Figure 2. Statistics of published papers of disassembly sequence optimization.
In the face of large-scale and aged inconsistent degrees of retired EV batteries, static methods cannot be used on various batteries. If each disassembly is to be used to generate the sequence of methods manually set up and adjust them, then it is undoubtedly a huge workload. The sequence optimization approach based on dynamic Bayesian networks was mentioned above, which gives us an idea: using machine learning to make the computer get a general model to adapt to different characteristics of the battery. This idea is also practiced in echelon utilization [123]. They are widely used to assess the battery state. Paul et al. [124] proposed the machine-learning-based prediction of battery capacity from impedance. Hector et al. [125] used charge/discharge curves to predict battery aging in large amounts of data. With the improvement of battery historical data and iterative update of algorithm, we will see increased application of machine learning in battery disassembly sequence.
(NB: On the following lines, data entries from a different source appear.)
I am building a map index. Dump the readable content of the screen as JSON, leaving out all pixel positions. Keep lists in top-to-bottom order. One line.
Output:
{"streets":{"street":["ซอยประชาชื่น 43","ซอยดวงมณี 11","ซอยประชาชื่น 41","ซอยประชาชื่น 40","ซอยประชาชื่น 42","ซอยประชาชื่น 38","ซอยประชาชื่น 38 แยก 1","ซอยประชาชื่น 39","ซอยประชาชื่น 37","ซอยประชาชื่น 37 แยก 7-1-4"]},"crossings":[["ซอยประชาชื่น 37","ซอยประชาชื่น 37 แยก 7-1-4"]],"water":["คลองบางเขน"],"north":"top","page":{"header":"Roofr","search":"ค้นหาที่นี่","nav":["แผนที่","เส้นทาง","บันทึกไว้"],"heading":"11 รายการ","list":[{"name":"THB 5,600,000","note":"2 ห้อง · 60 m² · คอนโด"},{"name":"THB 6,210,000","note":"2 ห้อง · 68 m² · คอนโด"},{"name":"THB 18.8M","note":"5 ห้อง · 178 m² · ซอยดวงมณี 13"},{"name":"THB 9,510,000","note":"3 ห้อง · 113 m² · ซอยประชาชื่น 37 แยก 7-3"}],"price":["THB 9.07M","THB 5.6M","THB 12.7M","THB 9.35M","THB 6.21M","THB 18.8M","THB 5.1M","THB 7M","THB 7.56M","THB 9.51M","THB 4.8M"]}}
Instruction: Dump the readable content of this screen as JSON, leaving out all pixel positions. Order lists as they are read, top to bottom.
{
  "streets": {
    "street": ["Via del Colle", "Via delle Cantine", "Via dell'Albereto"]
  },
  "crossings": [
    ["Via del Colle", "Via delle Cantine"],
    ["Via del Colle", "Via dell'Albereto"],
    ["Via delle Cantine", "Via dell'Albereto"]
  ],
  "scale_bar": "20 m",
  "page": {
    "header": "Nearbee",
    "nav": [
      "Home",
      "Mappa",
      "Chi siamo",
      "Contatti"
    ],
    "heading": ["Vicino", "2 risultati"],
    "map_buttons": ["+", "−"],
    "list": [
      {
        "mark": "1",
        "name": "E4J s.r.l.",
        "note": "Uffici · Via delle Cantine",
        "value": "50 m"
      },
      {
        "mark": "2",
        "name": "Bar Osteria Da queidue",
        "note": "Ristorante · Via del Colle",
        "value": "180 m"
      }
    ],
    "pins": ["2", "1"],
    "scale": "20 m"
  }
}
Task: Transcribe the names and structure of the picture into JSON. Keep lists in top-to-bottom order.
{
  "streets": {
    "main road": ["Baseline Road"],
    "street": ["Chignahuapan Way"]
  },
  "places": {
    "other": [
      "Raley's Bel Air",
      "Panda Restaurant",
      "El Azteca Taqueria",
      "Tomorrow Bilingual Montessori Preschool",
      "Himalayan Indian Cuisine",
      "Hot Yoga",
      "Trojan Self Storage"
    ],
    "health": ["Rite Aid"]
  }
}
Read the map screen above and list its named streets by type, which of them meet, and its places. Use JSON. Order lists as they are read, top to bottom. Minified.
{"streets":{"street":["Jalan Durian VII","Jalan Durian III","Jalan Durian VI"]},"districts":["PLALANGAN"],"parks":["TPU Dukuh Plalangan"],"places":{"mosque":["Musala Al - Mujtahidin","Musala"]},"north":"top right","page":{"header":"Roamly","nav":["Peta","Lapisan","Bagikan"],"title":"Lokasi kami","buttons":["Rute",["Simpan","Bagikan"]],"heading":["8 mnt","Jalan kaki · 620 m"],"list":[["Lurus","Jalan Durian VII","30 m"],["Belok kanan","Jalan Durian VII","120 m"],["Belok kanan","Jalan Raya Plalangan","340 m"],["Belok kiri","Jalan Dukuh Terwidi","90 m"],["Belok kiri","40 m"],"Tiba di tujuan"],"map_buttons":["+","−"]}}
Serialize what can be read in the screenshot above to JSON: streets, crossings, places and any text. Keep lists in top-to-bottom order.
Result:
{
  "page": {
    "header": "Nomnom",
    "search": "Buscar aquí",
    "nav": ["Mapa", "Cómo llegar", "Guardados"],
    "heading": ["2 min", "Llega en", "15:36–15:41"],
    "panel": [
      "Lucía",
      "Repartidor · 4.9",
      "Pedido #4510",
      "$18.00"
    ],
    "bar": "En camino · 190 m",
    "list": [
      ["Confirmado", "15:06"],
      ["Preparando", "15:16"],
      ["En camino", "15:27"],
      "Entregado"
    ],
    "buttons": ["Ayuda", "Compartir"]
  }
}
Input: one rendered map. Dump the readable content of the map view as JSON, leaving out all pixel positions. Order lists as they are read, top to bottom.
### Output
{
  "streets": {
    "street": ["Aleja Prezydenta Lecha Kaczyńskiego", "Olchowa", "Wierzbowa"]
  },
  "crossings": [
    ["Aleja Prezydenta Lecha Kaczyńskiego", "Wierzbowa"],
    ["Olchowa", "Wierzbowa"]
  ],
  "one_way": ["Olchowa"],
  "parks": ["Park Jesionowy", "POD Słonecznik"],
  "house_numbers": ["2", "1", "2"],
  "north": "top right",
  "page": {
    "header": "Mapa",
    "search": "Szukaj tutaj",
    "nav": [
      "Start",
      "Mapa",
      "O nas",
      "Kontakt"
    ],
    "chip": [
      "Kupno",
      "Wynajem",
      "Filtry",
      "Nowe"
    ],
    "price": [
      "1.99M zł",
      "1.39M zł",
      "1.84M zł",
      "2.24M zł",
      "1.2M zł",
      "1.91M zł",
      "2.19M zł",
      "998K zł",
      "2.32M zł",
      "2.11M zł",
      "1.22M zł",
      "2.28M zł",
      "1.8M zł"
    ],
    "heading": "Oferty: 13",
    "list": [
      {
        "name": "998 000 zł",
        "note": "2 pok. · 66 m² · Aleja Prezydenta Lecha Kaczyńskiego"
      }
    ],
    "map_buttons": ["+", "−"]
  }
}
4.2. Robot-Assisted Disassembly Operations

The disassembly process of the battery pack will produce harmful substances, including the disassembled battery cells. However, it might cause electrolyte leakage problems in the disassembly operations of the EV battery cells if the manual disassembly makes it difficult to avoid the human safety problems. In addition, the disassembly process of the battery pack and module is time-consuming when it comes to reaching the efficiency of the production requirements. Furthermore, there are many uncertainties in the battery pack that make it difficult to completely accomplish the automatic robot disassembly at the current production level with uncertain and complex disassembly products. Therefore, the design of semi-automatic/automatic disassembly production lines can be used to improve the efficiency of uncertain disassembly to assist the human-centered disassembly task as a research hotspot. Currently, fully automated disassembly does not offer more advantages in both technical and economic terms for high-quality battery disassembly tasks. Therefore, it is necessary to focus on the disassembly of human–robot collaboration [106]. The concept of battery disassembly workstation was proposed to complete some simple and mechanical disassembly tasks based on a platform of robot-assisted working disassembly [126]. Schäfer et al. [127] proposed a remanufacturing station to automatically assign disassembly takes to finish the product removals.
The disassembly of the battery has many safety issues based on experienced operators or robots, which is a high risk of disassembly operation, especially in many special disassembly environments (e.g., disassembly in a heating system, freezing airs, or even solvent). The remote manipulation of disassembly can solve the problem of human security to the greatest extent, which can be widely used in dangerous or uncertain environments [128]. Remote manipulation of disassembly has three basic operation modes. The first direct control and manipulation of the robot can be used to complete the disassembly tasks. This operation mode can complete the disassembly target by remote human operations [129]. However, due to the multilevel structure of the battery pack, the battery disassembly needs the robot-assisted flexibility disassembly of human operations [130]. The second disassembly operation mode is to implement remote supervision and the robot motion feedback, which will be detected and estimated in real time through the network system. Humans can interact with the information for the robot motions in a safe area by guiding the robot execution paths. The third operation mode is controlled by a human and robot together, which still relies on deep intelligent algorithms to make robots determine the disassembly process by imitating and learning human disassembly actions. Due to the complexity of the EV battery recycling, the productivity and flexibility of robot-assisted disassembly needs to be improved for the uncertain product structure and quality to complete the disassembly task directly with human–robot collaboration in a working station. As mentioned above, the disassembly process of human–robot collaboration is very different from the traditional robot manufacturing that makes the robot in the same working station with the human to accomplish the specific disassembly tasks, as shown in Figure 3. Many researchers have explored the research points to accomplish higher efficiency and intelligent decision-making in the disassembly process. This makes robots have more intelligent decisions.
Figure 3. Statistics of published paper on human–robot-collaboration disassembly.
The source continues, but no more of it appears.